Le geai du Canada défie les attentes. Son air mignon et souvent sage dissimule le fait que cet oiseau a adapté son comportement pour survivre – et se reproduire – dans les hivers rigoureux des forêts boréales. « Ils naviguent tout l'hiver même s'il n'y a pas de nourriture visible aux alentours », s'émerveille Strickland. De plus, ils s’en sortent étonnamment mieux en hiver qu’en été, car la saison plus froide signifie moins de prédateurs. Et quant à ces plumes moelleuses, elles gonflent et servent de parka intégrale par temps glacial.

Alors que bon nombre des multiples identités onomastiques du Geai du Canada se concentrent sur sa nature rusée et sa capacité à socialiser avec les gens, aucune ne célèbre l'ingénieuse technique de stockage de nourriture de l'oiseau qui facilite sa survie hivernale. Membres de la famille des corvidés, extrêmement intelligents, ces geais sont des « collectionneurs de dispersion », mais ils sont les seuls à stocker leur nourriture en hauteur dans les arbres (pour éviter de la perdre dans la neige), en serrant leurs caches sous l'écorce ou les lichens. Plus spectaculaire encore, ces omnivores ne se contentent pas de stocker des graines comme les autres geais : ils cachent une gamme élaborée de denrées périssables, notamment des baies, des insectes, des champignons et même des morceaux de viande qu'ils ont récupérés. Ils enveloppent chaque morceau de nourriture, accumulé au cours de l’été et de l’automne, dans une généreuse quantité de salive collante, qu’ils possèdent en abondance grâce à un super pouvoir biologique. Ce super pouvoir ? Glandes salivaires extra-larges qui s'étendent du coin du bec de l'oiseau et se rejoignent presque à l'arrière de la tête.

Une fois emballées, les caches alimentaires sont rangées dans des conifères où la résine de l'arbre ralentit l'activité bactérienne et fongique pour empêcher les aliments périssables de se décomposer. C'est là qu'intervient la mémoire enviable des oiseaux : ils se souviennent de l'emplacement précis de la plupart de leurs caches. Et on sait qu’ils cachent jusqu’à un millier de caches en une seule journée !

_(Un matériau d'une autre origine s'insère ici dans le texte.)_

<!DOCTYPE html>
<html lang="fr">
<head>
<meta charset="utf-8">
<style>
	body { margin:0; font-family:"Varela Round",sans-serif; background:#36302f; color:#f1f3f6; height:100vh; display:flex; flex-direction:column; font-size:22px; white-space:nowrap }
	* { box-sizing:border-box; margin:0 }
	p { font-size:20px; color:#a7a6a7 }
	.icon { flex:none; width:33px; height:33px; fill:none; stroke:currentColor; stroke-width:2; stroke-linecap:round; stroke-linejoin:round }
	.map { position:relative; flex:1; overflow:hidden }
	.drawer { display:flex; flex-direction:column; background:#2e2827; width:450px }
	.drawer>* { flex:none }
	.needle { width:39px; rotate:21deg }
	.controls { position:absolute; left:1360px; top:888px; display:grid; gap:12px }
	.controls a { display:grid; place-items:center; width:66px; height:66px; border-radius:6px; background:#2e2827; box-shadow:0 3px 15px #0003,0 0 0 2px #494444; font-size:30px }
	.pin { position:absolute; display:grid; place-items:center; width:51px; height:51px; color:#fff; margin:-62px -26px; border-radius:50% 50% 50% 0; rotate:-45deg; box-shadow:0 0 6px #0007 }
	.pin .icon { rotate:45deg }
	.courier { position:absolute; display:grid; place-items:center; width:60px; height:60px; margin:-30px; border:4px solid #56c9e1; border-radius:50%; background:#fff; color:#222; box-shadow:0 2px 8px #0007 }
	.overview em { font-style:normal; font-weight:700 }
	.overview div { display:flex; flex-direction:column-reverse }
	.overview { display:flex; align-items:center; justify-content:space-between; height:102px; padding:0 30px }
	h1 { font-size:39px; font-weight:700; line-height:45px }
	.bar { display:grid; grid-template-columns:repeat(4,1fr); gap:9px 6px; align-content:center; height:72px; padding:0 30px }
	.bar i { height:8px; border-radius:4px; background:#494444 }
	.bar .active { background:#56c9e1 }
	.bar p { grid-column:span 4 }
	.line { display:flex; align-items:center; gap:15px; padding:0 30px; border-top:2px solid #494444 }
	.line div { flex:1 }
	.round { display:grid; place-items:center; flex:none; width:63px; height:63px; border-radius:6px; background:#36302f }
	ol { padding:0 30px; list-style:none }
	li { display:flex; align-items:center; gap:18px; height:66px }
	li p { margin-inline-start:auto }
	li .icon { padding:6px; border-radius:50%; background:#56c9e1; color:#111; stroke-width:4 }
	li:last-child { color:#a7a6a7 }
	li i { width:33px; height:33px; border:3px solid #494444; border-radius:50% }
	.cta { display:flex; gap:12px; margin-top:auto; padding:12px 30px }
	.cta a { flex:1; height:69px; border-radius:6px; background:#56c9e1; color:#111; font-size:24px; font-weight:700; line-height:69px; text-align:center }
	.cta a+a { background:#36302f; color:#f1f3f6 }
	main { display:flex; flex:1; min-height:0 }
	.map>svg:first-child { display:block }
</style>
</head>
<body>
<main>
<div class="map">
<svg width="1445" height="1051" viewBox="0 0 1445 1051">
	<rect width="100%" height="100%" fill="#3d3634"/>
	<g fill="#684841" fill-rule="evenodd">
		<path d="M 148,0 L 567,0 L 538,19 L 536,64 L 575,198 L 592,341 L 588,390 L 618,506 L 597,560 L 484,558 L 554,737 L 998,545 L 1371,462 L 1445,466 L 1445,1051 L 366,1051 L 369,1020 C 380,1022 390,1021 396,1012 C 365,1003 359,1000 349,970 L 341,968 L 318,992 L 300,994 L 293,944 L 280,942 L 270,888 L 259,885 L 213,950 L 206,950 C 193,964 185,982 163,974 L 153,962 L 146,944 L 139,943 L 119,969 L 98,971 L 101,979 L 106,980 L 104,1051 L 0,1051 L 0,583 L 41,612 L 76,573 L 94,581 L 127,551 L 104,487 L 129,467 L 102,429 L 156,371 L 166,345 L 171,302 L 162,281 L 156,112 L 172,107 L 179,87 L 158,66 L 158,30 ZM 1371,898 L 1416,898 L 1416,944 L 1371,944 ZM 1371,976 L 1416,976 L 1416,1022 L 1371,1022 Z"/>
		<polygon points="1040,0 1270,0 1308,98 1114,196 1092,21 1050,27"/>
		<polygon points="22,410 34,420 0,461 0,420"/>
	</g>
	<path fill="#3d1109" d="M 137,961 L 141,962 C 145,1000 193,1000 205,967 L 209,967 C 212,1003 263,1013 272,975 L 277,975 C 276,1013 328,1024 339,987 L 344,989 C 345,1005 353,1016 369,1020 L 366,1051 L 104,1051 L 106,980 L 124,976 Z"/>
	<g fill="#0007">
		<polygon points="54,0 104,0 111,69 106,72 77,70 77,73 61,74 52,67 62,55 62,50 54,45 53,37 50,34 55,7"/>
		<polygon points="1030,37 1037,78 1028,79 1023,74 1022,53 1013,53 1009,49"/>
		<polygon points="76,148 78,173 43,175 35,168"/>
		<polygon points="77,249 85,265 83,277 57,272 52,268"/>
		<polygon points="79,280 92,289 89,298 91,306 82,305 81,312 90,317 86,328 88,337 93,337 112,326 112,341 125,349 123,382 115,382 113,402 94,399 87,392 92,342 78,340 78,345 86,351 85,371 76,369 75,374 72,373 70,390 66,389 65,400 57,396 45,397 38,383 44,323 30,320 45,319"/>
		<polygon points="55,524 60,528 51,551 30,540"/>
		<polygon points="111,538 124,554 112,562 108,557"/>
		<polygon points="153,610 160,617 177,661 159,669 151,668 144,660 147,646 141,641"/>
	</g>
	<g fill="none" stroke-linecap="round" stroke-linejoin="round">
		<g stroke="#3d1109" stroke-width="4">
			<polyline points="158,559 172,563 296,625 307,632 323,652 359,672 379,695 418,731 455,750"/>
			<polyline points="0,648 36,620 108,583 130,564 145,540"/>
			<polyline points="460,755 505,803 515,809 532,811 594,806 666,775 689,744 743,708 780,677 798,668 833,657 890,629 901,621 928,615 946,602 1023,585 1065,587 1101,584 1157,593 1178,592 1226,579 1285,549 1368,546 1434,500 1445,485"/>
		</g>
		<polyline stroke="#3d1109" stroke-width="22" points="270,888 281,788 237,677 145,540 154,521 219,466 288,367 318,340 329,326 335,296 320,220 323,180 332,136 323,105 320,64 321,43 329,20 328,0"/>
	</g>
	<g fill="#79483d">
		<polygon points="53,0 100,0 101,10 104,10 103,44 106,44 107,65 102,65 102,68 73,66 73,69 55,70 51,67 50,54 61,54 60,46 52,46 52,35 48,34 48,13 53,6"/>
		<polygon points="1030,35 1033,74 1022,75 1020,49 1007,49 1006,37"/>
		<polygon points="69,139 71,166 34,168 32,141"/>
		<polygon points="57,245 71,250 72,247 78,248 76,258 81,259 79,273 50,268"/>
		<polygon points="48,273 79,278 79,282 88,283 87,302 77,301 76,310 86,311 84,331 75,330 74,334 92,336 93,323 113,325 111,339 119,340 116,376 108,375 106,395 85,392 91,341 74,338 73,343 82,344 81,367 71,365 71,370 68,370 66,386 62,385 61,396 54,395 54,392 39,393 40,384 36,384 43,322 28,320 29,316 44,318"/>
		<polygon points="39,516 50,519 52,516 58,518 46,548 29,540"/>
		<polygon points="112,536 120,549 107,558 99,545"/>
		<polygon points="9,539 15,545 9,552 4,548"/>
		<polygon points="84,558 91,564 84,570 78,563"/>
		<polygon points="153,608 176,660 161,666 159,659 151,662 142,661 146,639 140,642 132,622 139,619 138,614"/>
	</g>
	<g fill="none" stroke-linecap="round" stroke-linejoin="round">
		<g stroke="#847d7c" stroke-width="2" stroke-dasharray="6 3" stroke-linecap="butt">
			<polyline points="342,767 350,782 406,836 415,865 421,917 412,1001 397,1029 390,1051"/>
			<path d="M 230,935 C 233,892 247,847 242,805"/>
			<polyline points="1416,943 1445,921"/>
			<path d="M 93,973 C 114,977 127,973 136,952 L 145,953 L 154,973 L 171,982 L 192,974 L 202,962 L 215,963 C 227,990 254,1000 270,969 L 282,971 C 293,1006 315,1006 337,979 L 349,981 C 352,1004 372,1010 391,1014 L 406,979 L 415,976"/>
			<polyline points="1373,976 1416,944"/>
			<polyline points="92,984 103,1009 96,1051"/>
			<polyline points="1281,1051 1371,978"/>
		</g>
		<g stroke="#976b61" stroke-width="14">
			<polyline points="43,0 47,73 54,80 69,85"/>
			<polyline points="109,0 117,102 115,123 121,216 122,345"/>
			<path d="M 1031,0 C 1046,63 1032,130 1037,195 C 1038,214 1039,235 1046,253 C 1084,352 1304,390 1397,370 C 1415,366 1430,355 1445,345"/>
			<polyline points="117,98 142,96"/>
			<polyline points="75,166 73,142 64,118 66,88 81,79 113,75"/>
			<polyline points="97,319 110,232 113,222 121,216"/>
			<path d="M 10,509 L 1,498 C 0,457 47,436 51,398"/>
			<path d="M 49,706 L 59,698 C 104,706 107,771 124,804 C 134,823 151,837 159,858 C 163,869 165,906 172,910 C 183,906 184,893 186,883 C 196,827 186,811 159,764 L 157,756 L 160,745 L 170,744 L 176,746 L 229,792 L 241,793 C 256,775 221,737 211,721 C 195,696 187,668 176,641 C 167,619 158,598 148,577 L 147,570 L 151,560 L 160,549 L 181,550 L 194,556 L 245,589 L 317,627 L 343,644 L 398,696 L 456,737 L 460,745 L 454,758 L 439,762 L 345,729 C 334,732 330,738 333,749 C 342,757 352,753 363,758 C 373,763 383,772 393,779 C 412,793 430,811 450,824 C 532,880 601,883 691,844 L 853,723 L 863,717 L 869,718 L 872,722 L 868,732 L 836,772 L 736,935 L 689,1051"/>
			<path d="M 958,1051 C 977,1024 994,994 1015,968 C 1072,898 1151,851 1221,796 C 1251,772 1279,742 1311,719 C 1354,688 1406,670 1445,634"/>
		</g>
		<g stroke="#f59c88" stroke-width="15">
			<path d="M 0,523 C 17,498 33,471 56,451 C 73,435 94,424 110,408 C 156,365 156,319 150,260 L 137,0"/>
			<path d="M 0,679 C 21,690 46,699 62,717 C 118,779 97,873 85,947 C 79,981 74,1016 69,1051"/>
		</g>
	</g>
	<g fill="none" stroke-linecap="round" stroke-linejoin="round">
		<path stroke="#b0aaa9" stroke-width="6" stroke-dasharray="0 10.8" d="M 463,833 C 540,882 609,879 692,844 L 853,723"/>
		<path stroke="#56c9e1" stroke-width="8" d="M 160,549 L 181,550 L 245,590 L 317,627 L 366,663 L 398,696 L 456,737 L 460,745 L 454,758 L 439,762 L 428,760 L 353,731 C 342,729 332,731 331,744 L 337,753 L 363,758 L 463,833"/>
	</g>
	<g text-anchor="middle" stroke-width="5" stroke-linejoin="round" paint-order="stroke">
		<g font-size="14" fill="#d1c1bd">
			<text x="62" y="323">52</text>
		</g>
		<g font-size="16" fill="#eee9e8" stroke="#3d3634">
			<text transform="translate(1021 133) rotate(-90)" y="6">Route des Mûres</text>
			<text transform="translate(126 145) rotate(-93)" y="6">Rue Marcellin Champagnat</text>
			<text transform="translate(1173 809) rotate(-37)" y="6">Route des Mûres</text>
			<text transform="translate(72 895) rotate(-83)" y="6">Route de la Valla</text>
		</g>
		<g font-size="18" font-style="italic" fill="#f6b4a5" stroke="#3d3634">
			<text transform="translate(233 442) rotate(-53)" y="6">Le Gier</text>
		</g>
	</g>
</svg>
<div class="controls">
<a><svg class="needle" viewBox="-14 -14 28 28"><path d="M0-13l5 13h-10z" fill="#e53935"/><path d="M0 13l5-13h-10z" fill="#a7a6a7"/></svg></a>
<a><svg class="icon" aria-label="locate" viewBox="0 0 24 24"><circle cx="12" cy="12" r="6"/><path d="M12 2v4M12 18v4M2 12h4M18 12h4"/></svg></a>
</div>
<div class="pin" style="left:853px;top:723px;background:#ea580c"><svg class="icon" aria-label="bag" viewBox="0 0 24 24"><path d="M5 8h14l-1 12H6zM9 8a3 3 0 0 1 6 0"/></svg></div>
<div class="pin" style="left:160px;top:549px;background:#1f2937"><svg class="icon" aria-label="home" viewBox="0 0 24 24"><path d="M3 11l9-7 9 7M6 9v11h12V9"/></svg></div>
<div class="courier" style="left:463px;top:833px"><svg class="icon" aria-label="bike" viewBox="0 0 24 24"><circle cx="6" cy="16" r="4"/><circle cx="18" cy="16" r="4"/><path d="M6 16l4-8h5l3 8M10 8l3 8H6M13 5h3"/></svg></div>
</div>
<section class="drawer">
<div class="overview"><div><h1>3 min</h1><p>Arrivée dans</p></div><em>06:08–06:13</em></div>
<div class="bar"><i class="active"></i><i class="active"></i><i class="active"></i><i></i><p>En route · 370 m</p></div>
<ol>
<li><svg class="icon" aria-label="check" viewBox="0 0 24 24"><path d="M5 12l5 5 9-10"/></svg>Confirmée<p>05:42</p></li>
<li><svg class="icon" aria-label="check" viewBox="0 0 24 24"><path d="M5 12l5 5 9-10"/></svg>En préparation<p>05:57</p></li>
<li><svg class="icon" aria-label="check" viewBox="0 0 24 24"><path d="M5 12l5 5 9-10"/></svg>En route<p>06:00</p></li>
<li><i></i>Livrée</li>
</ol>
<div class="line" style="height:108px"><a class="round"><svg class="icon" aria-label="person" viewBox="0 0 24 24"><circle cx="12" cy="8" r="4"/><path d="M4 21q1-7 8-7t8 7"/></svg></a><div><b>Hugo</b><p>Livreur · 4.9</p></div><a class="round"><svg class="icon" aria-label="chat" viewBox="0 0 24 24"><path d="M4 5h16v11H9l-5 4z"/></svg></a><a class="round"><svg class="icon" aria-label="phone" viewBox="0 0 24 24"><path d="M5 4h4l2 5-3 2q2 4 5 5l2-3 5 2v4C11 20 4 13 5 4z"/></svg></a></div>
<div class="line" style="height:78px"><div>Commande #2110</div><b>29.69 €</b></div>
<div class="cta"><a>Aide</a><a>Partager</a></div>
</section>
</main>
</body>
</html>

On dit souvent que les oiseaux maximisent leurs chances de survie en se reproduisant dans les meilleures conditions possibles de réussite généalogique. Alors, comment expliquer le choix du Geai du Canada de commencer à construire son nid en février, alors que les températures dans la forêt boréale peuvent osciller autour de -30 °C ? Les œufs sont pondus en mars, puis éclosent début avril. Il y a souvent encore de la neige au sol lorsque les jeunes quittent le nid début mai. Tout cela peut paraître fou, mais il s’agit en réalité d’une stratégie très entreprenante. Élever leurs petits avant que les écureuils ne soient aussi actifs et avant l'arrivée des faucons migrateurs signifie qu'il y a moins de chances que leurs nids soient attaqués et, tout aussi crucial, laisse aux oiseaux suffisamment de temps pour accumuler et stocker de la nourriture pour l'hiver à venir.